(Problem to work on): Using the material below, print the line that contains "724px,524px 754px,472px 768px,478px", the line that contains "768px,1587px 831px,1520px 836px,1515px", and every line in between, exactly and nothing else.

(Records supplied):
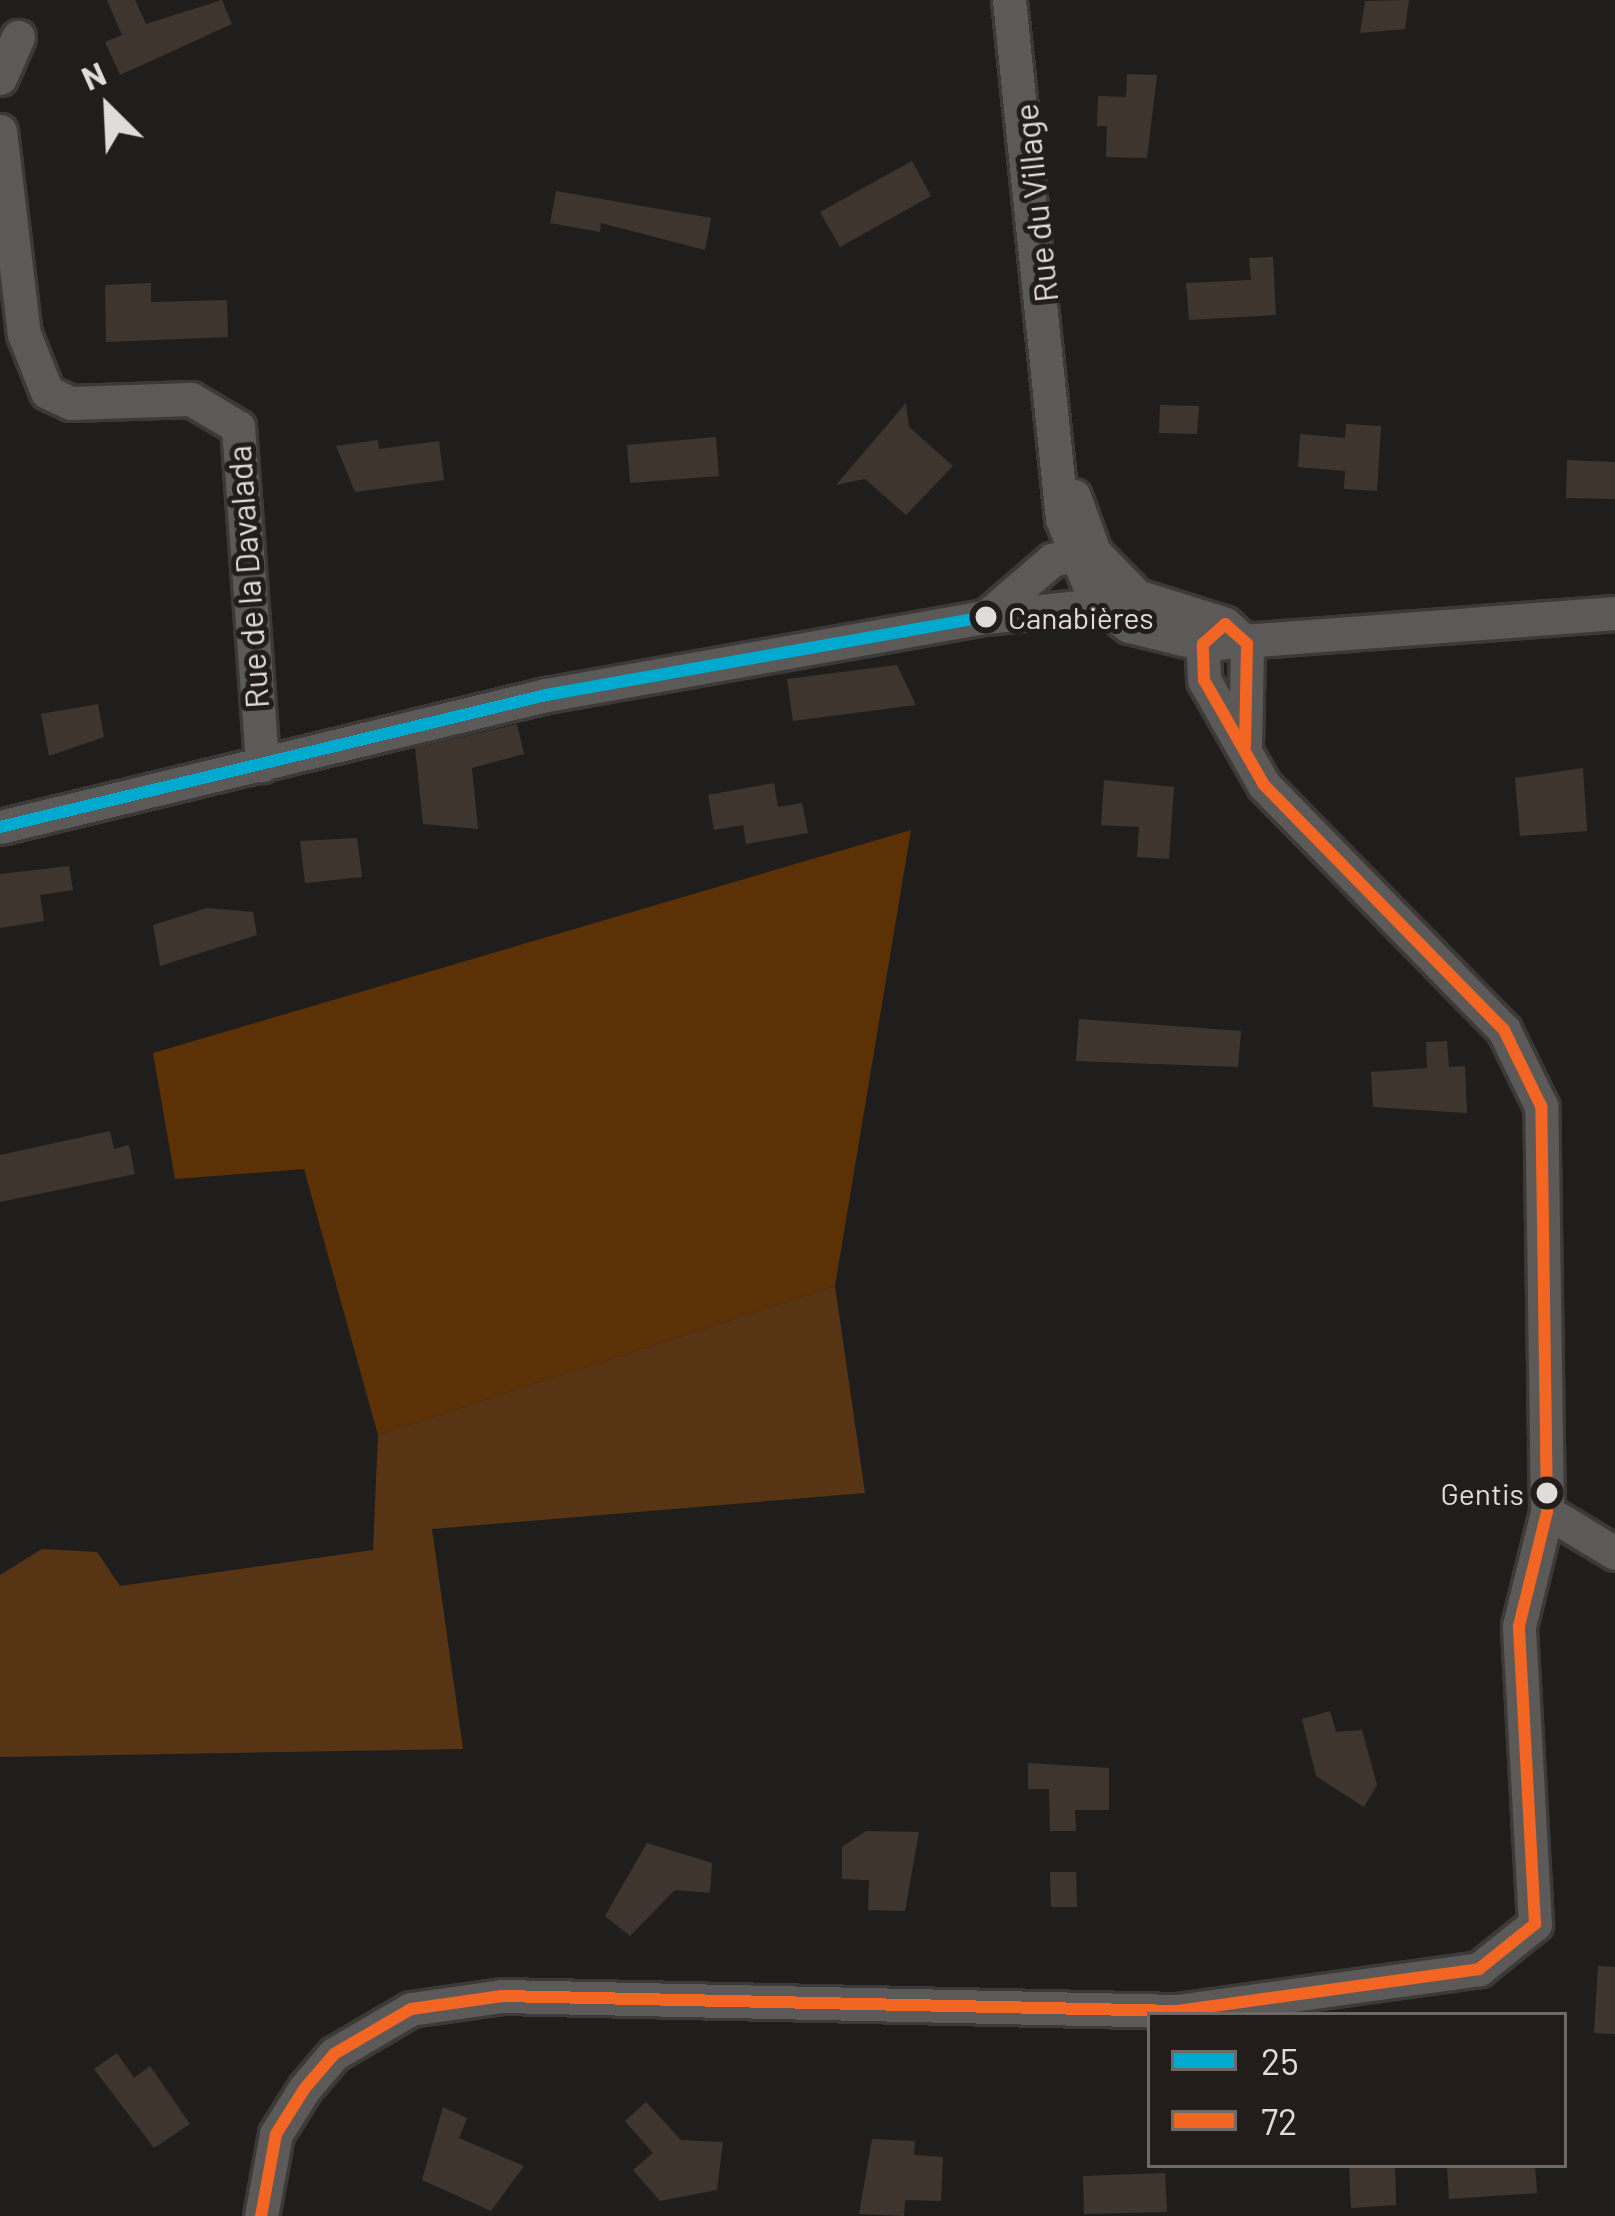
<!DOCTYPE html>
<meta charset="utf-8">
<style>
body{margin:0}
#map{position:relative;width:1615px;height:2216px;overflow:hidden;background:#201e1c;font-family:Barlow,sans-serif}
div>[style]{position:absolute}
[style*='--x']{left:calc(var(--x)*1px);top:calc(var(--y)*1px);width:calc(var(--w)*1px);rotate:calc(var(--a)*1deg)}
.green>*{inset:0;background:#5c3106}
.forest>*{inset:0;background:#573414}
.building>*{inset:0;background:#3e362e}
.roads{filter:drop-shadow(3px 0 #3c3a38) drop-shadow(-3px 0 #3c3a38) drop-shadow(0 3px #3c3a38) drop-shadow(0 -3px #3c3a38)}
.minor>*{height:33px;margin:-16.5px;padding:0 16.5px;transform-origin:16.5px;border-radius:16.5px;background:#5c5a59}
.bus-1>*{height:12px;margin:-6px;padding:0 6px;transform-origin:6px;border-radius:6px;background:#00a9ce}
.bus-2>*{height:12px;margin:-6px;padding:0 6px;transform-origin:6px;border-radius:6px;background:#f26522}
.dots>*{width:33px;height:33px;translate:-50% -50%;box-sizing:border-box;border:6px solid #221d1a;border-radius:50%}
span{translate:-50% -50%;white-space:nowrap;text-align:center;line-height:1.15;-webkit-text-stroke:10px #221d1a;paint-order:stroke}
.bus-label{font-size:30px;color:#dfdcd9}
.left{translate:0 -50%;text-align:left}
.right{translate:-100% -50%;text-align:right}
.street-label{font-size:33px;color:#dfdcd9}
.legend{position:absolute;left:1147px;top:2012px;width:420px;height:156px;box-sizing:border-box;background:#221d1a;border:3px solid #6e6966;margin:0;padding:15px 21px;list-style:none;font-size:36px;color:#dfdcd9}
.legend li{display:flex;align-items:center;gap:24px;height:60px}
.legend b{width:60px;border:3px solid #6e6966}
.north{position:absolute;left:48px;top:48px;width:120px;height:120px;-webkit-text-stroke:9px #221d1a;paint-order:stroke;rotate:336deg;font-size:33px;font-weight:700;line-height:48px;text-align:center;color:#dfdcd9}
.north::after{content:'';display:block;margin:auto;width:42px;height:54px;background:#dfdcd9;clip-path:polygon(50% 0,100% 100%,50% 72%,0 100%)}
</style>
<div id="map">
<div class="green">
<i style="clip-path:polygon(911px 830px,835px 1286px,378px 1435px,304px 1169px,175px 1179px,153px 1053px)"></i>
</div>
<div class="forest">
<i style="clip-path:polygon(835px 1286px,865px 1493px,432px 1529px,463px 1749px,0 1757px,0 1575px,42px 1549px,97px 1552px,120px 1586px,373px 1550px,378px 1435px)"></i>
</div>
<div class="building">
<i style="clip-path:polygon(107px 0,135px 0,146px 24px,222px 0,232px 24px,120px 75px,105px 42px,122px 35px)"></i>
<i style="clip-path:polygon(1409px 0,1405px 29px,1360px 33px,1365px 1px)"></i>
<i style="clip-path:polygon(1127px 74px,1157px 75px,1147px 158px,1106px 157px,1107px 126px,1097px 126px,1098px 96px,1126px 97px)"></i>
<i style="clip-path:polygon(912px 161px,931px 196px,840px 247px,820px 212px)"></i>
<i style="clip-path:polygon(556px 191px,711px 218px,705px 250px,601px 223px,600px 232px,550px 223px)"></i>
<i style="clip-path:polygon(1273px 257px,1276px 315px,1189px 320px,1186px 283px,1251px 280px,1249px 258px)"></i>
<i style="clip-path:polygon(151px 283px,151px 302px,227px 300px,228px 337px,106px 342px,105px 285px)"></i>
<i style="clip-path:polygon(906px 403px,909px 427px,953px 466px,906px 515px,865px 479px,836px 485px)"></i>
<i style="clip-path:polygon(1160px 405px,1199px 406px,1197px 434px,1159px 433px)"></i>
<i style="clip-path:polygon(1346px 424px,1381px 426px,1377px 491px,1344px 489px,1345px 471px,1298px 467px,1300px 434px,1345px 438px)"></i>
<i style="clip-path:polygon(716px 437px,719px 476px,630px 483px,627px 445px)"></i>
<i style="clip-path:polygon(378px 440px,379px 449px,439px 441px,444px 480px,355px 492px,336px 446px)"></i>
<i style="clip-path:polygon(1567px 460px,1615px 462px,1615px 499px,1566px 498px)"></i>
<i style="clip-path:polygon(897px 665px,916px 705px,793px 721px,787px 679px)"></i>
<i style="clip-path:polygon(98px 704px,104px 737px,49px 756px,41px 714px)"></i>
<i style="clip-path:polygon(517px 724px,524px 754px,472px 768px,478px 829px,423px 824px,415px 748px)"></i>
<i style="clip-path:polygon(1583px 768px,1587px 831px,1520px 836px,1515px 778px)"></i>
<i style="clip-path:polygon(1104px 780px,1174px 787px,1169px 859px,1137px 857px,1139px 827px,1101px 825px)"></i>
<i style="clip-path:polygon(774px 783px,778px 807px,802px 803px,808px 833px,746px 844px,743px 825px,714px 830px,708px 795px)"></i>
<i style="clip-path:polygon(357px 838px,362px 877px,305px 883px,300px 841px)"></i>
<i style="clip-path:polygon(69px 866px,73px 890px,40px 895px,44px 921px,0 928px,0 874px)"></i>
<i style="clip-path:polygon(207px 908px,253px 912px,257px 935px,160px 966px,153px 925px)"></i>
<i style="clip-path:polygon(1079px 1019px,1241px 1031px,1238px 1067px,1076px 1061px)"></i>
<i style="clip-path:polygon(1447px 1041px,1449px 1067px,1465px 1066px,1467px 1113px,1373px 1107px,1371px 1072px,1427px 1068px,1426px 1042px)"></i>
<i style="clip-path:polygon(110px 1131px,114px 1149px,129px 1145px,135px 1174px,0 1202px,0 1155px)"></i>
<i style="clip-path:polygon(1330px 1711px,1336px 1732px,1362px 1730px,1377px 1785px,1364px 1807px,1316px 1776px,1302px 1719px)"></i>
<i style="clip-path:polygon(1028px 1763px,1109px 1768px,1109px 1810px,1075px 1810px,1076px 1831px,1050px 1831px,1049px 1789px,1028px 1789px)"></i>
<i style="clip-path:polygon(866px 1831px,919px 1832px,905px 1911px,868px 1910px,869px 1880px,842px 1879px,842px 1847px)"></i>
<i style="clip-path:polygon(647px 1843px,712px 1863px,710px 1893px,675px 1890px,630px 1936px,605px 1916px)"></i>
<i style="clip-path:polygon(1050px 1872px,1076px 1872px,1077px 1907px,1051px 1907px)"></i>
<i style="clip-path:polygon(1598px 1966px,1615px 1967px,1615px 2034px,1594px 2033px)"></i>
<i style="clip-path:polygon(117px 2053px,134px 2078px,150px 2066px,190px 2124px,154px 2148px,94px 2069px)"></i>
<i style="clip-path:polygon(646px 2102px,681px 2140px,723px 2142px,717px 2190px,660px 2201px,633px 2170px,653px 2153px,625px 2121px)"></i>
<i style="clip-path:polygon(443px 2107px,467px 2118px,459px 2138px,524px 2166px,491px 2211px,422px 2180px)"></i>
<i style="clip-path:polygon(872px 2139px,915px 2141px,914px 2155px,943px 2157px,941px 2201px,905px 2200px,904px 2216px,859px 2214px)"></i>
<i style="clip-path:polygon(1349px 2165px,1395px 2165px,1396px 2205px,1351px 2208px)"></i>
<i style="clip-path:polygon(1447px 2165px,1535px 2165px,1537px 2193px,1449px 2199px)"></i>
<i style="clip-path:polygon(1165px 2173px,1167px 2212px,1084px 2214px,1083px 2176px)"></i>
</div>
<div class="roads">
<div class="minor">
<i style="--x:1009;--y:0;--w:522;--a:84.17"></i>
<i style="--x:1062;--y:519;--w:85;--a:67.9"></i>
<i style="--x:1094;--y:598;--w:45;--a:38.7"></i>
<i style="--x:1129;--y:626;--w:76;--a:13.7"></i>
<i style="--x:1203;--y:644;--w:413;--a:-4.3"></i>
<i style="--x:0;--y:78;--w:45;--a:-66.3"></i>
<i style="--x:0;--y:131;--w:204;--a:83.3"></i>
<i style="--x:24;--y:334;--w:62;--a:68.4"></i>
<i style="--x:47;--y:392;--w:26;--a:25"></i>
<i style="--x:71;--y:403;--w:120;--a:-1.9"></i>
<i style="--x:191;--y:399;--w:55;--a:30.8"></i>
<i style="--x:238;--y:427;--w:339;--a:85.9"></i>
<i style="--x:1074;--y:496;--w:59;--a:70.3"></i>
<i style="--x:1094;--y:552;--w:62;--a:45.7"></i>
<i style="--x:1137;--y:596;--w:90;--a:17.4"></i>
<i style="--x:1086;--y:552;--w:35;--a:167"></i>
<i style="--x:1052;--y:560;--w:87;--a:139.2"></i>
<i style="--x:986;--y:617;--w:100;--a:-6.3"></i>
<i style="--x:1085;--y:606;--w:32;--a:-49"></i>
<i style="--x:0;--y:827;--w:562;--a:-13.59"></i>
<i style="--x:546;--y:695;--w:447;--a:-10.1"></i>
<i style="--x:1547;--y:1512;--w:79;--a:31.1"></i>
<i style="--x:261;--y:2216;--w:83;--a:-79.6"></i>
<i style="--x:276;--y:2134;--w:54;--a:-57.8"></i>
<i style="--x:305;--y:2088;--w:45;--a:-49.5"></i>
<i style="--x:334;--y:2054;--w:89;--a:-30.3"></i>
<i style="--x:411;--y:2009;--w:92;--a:-8.1"></i>
<i style="--x:502;--y:1996;--w:675;--a:1.27"></i>
<i style="--x:1177;--y:2011;--w:305;--a:-7.9"></i>
<i style="--x:1479;--y:1969;--w:72;--a:-38.8"></i>
<i style="--x:1535;--y:1924;--w:298;--a:-93.1"></i>
<i style="--x:1519;--y:1626;--w:117;--a:-76.2"></i>
<i style="--x:1547;--y:1512;--w:406;--a:-90.8"></i>
<i style="--x:1541;--y:1106;--w:85;--a:-116"></i>
<i style="--x:1504;--y:1030;--w:343;--a:-134.4"></i>
<i style="--x:1264;--y:785;--w:121;--a:-119.7"></i>
<i style="--x:1204;--y:680;--w:36;--a:-92"></i>
<i style="--x:1203;--y:644;--w:30;--a:-42"></i>
<i style="--x:1225;--y:624;--w:30;--a:42"></i>
<i style="--x:1247;--y:644;--w:102;--a:91.1"></i>
</div>
</div>
<div class="bus-1">
<i style="--x:0;--y:827;--w:562;--a:-13.59"></i>
<i style="--x:546;--y:695;--w:447;--a:-10.1"></i>
</div>
<div class="bus-2">
<i style="--x:261;--y:2216;--w:83;--a:-79.6"></i>
<i style="--x:276;--y:2134;--w:54;--a:-57.8"></i>
<i style="--x:305;--y:2088;--w:45;--a:-49.5"></i>
<i style="--x:334;--y:2054;--w:89;--a:-30.3"></i>
<i style="--x:411;--y:2009;--w:92;--a:-8.1"></i>
<i style="--x:502;--y:1996;--w:675;--a:1.27"></i>
<i style="--x:1177;--y:2011;--w:305;--a:-7.9"></i>
<i style="--x:1479;--y:1969;--w:72;--a:-38.8"></i>
<i style="--x:1535;--y:1924;--w:298;--a:-93.1"></i>
<i style="--x:1519;--y:1626;--w:117;--a:-76.2"></i>
<i style="--x:1547;--y:1512;--w:406;--a:-90.8"></i>
<i style="--x:1541;--y:1106;--w:85;--a:-116"></i>
<i style="--x:1504;--y:1030;--w:343;--a:-134.4"></i>
<i style="--x:1264;--y:785;--w:121;--a:-119.7"></i>
<i style="--x:1204;--y:680;--w:36;--a:-92"></i>
<i style="--x:1203;--y:644;--w:30;--a:-42"></i>
<i style="--x:1225;--y:624;--w:30;--a:42"></i>
<i style="--x:1247;--y:644;--w:102;--a:91.1"></i>
</div>
<div class="dots">
<i style="left:986px;top:617px;background:#dfdcd9"></i>
<i style="left:1547px;top:1493px;background:#dfdcd9"></i>
</div>
<div class="bus-label">
<span class="left" style="left:1008px;top:617px">Canabières</span>
<span class="right" style="left:1524px;top:1493px">Gentis</span>
</div>
<div class="street-label">
<span style="left:1036px;top:203px;rotate:-96deg">Rue du Village</span>
<span style="left:248px;top:577px;rotate:-94deg">Rue de la Davalada</span>
</div>
<ul class="legend">
<li><b style="height:15px;background:#00a9ce"></b>25</li>
<li><b style="height:15px;background:#f26522"></b>72</li>
</ul>
<div class="north">N</div>
</div>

(Task result):
<i style="clip-path:polygon(517px 724px,524px 754px,472px 768px,478px 829px,423px 824px,415px 748px)"></i>
<i style="clip-path:polygon(1583px 768px,1587px 831px,1520px 836px,1515px 778px)"></i>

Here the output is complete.